Besides the above general considerations, there are more concrete decisions to make about the design of the exercise tasks (generator). For example, in Figs. 1, 2, and 3, we have not annotated names for associations, aggregations, and compositions. UML does allow such annotations, and sometimes they – or some other means of distinguishing links – are needed to properly decide about conformance between CDs and ODs. As a simplistic example, consider the two CDs on the left in Fig. 4 and assume we want to provide an OD that conforms to the first CD, but not to the second CD. The OD on the left in Fig. 5 fits the bill. But if we omit association names, see the right halves of Figs. 4 and 5, this is not discernible anymore, because now the link between objects a and b could be accidentally perceived as stemming from the association between A and C that B inherits in the second CD. The examples in Fig. 1 were carefully crafted to ensure that no such confusion exists, or put differently, that students always have a chance to puzzle out which association or aggregation a link corresponds to, even in the absence of names. But for our task generator we have decided to always provide those names, thus making the generated tasks more beginner friendly in that respect.

Fig. 4.
figure 4

CD examples with and without association names.

Fig. 5.
figure 5

OD examples with and without association names.

On the other hand, we do omit other annotations on associations, aggregations, and compositions: namely role names and navigation or reading directions. This also has an impact on the level of challenge the checking of conformance poses. For example, if we present the CD shown on the left in Fig. 6, then students are likely to be sceptical about conformance of an OD that has two y links between the same two objects of type A, as in the middle of Fig. 6. After all, even though A inherits from B and is thus allowed (since B is) to be linked with A via y, the double linkage seems strange and at least subtly at odds with the multiplicities written on the ends of y in the CD. If, however, we were to annotate direction arrows on the associations in the CD, and then present the OD also with direction arrows, as on the right in Fig. 6, then the situation would be less surprising (since the revelation “the two y-links go in opposite directions” makes things clearer), and thus possibly less of a challenge. The point here is, even with names provided on associations, aggregations, and compositions, there are still interesting bits to puzzle out by the learner.

Fig. 6.
figure 6

A somewhat surprising case of conformance.

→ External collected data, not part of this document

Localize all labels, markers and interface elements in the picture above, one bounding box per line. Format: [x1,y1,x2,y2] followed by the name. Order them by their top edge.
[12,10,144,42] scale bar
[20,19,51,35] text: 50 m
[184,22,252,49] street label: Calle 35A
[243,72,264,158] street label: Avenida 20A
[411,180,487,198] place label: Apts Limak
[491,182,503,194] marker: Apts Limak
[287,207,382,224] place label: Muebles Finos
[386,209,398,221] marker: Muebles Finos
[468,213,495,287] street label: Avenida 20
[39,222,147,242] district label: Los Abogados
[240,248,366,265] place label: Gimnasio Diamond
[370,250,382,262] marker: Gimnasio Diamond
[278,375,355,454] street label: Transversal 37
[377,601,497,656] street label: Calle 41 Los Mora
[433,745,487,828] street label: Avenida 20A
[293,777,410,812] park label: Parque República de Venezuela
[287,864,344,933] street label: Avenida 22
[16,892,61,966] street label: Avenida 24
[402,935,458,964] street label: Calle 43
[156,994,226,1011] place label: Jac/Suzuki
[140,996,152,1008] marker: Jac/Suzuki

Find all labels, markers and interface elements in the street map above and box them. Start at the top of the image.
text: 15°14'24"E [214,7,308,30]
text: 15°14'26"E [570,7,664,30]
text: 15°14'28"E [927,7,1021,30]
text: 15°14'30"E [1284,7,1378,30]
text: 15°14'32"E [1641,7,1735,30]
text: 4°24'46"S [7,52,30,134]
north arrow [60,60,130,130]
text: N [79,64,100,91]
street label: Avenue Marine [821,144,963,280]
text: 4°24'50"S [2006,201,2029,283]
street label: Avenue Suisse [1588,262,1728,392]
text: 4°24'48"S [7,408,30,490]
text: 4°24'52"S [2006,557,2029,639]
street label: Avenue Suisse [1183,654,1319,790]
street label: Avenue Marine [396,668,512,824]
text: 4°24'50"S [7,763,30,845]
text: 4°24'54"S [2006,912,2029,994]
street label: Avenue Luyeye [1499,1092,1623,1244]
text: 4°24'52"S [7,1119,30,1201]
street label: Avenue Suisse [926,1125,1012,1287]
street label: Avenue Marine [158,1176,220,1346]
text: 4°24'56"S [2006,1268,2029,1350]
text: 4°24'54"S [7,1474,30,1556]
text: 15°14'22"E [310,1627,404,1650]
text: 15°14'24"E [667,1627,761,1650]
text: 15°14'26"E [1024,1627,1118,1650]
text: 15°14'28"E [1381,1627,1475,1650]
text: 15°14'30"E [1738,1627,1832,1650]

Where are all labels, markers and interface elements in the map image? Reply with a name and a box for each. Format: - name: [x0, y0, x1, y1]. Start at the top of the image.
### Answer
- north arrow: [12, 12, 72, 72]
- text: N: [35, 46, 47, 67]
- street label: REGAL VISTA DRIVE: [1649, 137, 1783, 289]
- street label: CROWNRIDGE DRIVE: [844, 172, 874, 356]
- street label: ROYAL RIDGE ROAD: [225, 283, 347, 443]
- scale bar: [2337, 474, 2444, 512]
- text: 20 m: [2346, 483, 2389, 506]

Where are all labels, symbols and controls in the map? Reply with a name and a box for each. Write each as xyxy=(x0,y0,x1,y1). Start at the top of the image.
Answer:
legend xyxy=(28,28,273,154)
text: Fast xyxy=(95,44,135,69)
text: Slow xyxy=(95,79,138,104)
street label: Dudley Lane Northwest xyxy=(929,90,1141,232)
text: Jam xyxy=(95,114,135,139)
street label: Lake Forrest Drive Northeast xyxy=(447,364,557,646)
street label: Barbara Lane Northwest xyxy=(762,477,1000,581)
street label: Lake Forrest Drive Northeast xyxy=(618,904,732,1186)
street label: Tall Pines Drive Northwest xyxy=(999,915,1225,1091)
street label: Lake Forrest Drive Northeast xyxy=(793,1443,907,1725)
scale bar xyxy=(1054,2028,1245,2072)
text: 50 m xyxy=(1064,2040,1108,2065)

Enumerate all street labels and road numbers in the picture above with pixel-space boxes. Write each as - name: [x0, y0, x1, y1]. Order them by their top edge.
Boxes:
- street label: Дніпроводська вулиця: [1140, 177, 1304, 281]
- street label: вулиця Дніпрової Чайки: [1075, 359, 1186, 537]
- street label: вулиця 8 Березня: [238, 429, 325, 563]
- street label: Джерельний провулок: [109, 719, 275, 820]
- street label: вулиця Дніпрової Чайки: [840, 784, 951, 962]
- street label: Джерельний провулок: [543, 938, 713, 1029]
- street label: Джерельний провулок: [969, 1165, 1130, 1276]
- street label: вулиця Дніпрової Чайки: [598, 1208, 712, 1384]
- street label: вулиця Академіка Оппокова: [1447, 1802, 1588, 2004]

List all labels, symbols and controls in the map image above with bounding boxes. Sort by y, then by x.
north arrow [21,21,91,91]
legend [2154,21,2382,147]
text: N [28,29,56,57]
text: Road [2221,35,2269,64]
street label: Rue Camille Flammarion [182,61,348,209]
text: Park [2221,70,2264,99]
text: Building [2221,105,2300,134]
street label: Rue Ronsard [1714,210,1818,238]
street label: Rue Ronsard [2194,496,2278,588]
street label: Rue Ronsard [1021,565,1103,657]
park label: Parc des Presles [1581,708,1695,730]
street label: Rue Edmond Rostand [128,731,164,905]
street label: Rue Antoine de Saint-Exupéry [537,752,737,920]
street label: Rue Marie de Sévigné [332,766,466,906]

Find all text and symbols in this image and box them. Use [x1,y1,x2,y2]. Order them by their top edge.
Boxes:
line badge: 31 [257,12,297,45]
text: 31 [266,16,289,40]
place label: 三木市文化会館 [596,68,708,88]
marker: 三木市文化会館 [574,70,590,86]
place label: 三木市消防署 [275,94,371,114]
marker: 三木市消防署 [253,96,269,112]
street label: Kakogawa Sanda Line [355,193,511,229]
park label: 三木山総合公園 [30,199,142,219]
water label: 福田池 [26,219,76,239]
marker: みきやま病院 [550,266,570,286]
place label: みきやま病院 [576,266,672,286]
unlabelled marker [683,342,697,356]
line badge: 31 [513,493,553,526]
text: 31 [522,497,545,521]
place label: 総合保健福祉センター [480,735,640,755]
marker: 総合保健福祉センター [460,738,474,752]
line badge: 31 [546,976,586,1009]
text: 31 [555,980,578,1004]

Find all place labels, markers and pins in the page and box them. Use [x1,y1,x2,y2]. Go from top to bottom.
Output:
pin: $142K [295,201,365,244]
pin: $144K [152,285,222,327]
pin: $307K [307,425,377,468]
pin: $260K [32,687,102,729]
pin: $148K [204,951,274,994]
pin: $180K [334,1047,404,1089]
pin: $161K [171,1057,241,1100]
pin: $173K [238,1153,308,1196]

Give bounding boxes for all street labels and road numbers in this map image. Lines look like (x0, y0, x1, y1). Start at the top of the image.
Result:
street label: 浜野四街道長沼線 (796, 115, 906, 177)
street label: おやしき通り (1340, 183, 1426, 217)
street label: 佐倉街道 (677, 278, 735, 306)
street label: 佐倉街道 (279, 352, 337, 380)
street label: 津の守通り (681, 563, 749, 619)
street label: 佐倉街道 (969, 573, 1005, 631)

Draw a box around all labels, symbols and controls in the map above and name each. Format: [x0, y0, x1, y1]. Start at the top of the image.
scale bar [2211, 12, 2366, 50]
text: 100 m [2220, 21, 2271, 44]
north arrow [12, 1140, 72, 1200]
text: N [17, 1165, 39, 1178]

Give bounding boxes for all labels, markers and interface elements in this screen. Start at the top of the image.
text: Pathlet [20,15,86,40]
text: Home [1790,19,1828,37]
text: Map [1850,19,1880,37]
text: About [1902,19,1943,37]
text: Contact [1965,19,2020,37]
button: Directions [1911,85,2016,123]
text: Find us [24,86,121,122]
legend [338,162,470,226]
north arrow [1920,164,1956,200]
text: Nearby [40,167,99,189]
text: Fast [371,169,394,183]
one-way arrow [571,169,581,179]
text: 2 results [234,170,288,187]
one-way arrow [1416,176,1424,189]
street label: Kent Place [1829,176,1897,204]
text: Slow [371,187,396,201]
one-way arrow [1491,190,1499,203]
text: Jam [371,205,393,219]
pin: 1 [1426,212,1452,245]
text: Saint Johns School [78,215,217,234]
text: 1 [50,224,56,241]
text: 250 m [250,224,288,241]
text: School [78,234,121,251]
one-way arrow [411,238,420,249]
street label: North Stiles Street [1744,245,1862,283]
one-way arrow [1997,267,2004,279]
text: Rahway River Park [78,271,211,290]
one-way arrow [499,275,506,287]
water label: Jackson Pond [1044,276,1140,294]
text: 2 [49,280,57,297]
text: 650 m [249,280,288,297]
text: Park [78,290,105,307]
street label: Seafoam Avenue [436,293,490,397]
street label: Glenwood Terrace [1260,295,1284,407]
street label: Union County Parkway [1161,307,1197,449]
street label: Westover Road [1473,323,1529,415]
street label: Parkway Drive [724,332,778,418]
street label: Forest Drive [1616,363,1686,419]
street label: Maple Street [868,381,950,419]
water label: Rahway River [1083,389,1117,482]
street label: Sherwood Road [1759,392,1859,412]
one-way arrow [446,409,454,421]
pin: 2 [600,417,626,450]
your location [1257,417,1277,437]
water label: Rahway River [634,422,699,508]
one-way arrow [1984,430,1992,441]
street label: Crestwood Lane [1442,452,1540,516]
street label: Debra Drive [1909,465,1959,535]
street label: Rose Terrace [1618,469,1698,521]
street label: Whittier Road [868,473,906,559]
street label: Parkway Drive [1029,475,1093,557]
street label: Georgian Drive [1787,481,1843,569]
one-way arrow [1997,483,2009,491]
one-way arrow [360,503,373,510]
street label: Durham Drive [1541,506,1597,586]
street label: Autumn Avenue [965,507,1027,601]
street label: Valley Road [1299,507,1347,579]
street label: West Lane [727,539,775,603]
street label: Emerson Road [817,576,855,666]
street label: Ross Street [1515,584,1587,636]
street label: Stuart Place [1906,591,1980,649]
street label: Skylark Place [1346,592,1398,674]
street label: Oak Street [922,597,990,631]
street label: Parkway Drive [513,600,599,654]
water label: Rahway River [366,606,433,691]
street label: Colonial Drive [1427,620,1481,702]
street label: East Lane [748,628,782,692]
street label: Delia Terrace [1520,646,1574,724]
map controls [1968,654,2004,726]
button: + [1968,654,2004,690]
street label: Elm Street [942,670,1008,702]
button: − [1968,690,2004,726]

We have made further decisions about the CDs and ODs to generate. For example, we do not allow multiple inheritance and we impose structural constraints (such as no two associations between the same pair of classes in a CD) that are not mandated by the UML standard. These decisions are also driven by what aspects we want the learning to focus on, by experience with hand-crafted exercise tasks, and by trying to balance challenge and approachability of tasks. We might revise them, or the decisions about providing association names and/or other annotations, as we gain experience with automatically generated tasks. In any case, even within the frame of the decisions as currently set, we have enough means to produce tasks of varying difficulty, such as by parametrisation over the numbers of classes, inheritances, associations, ..., objects, links.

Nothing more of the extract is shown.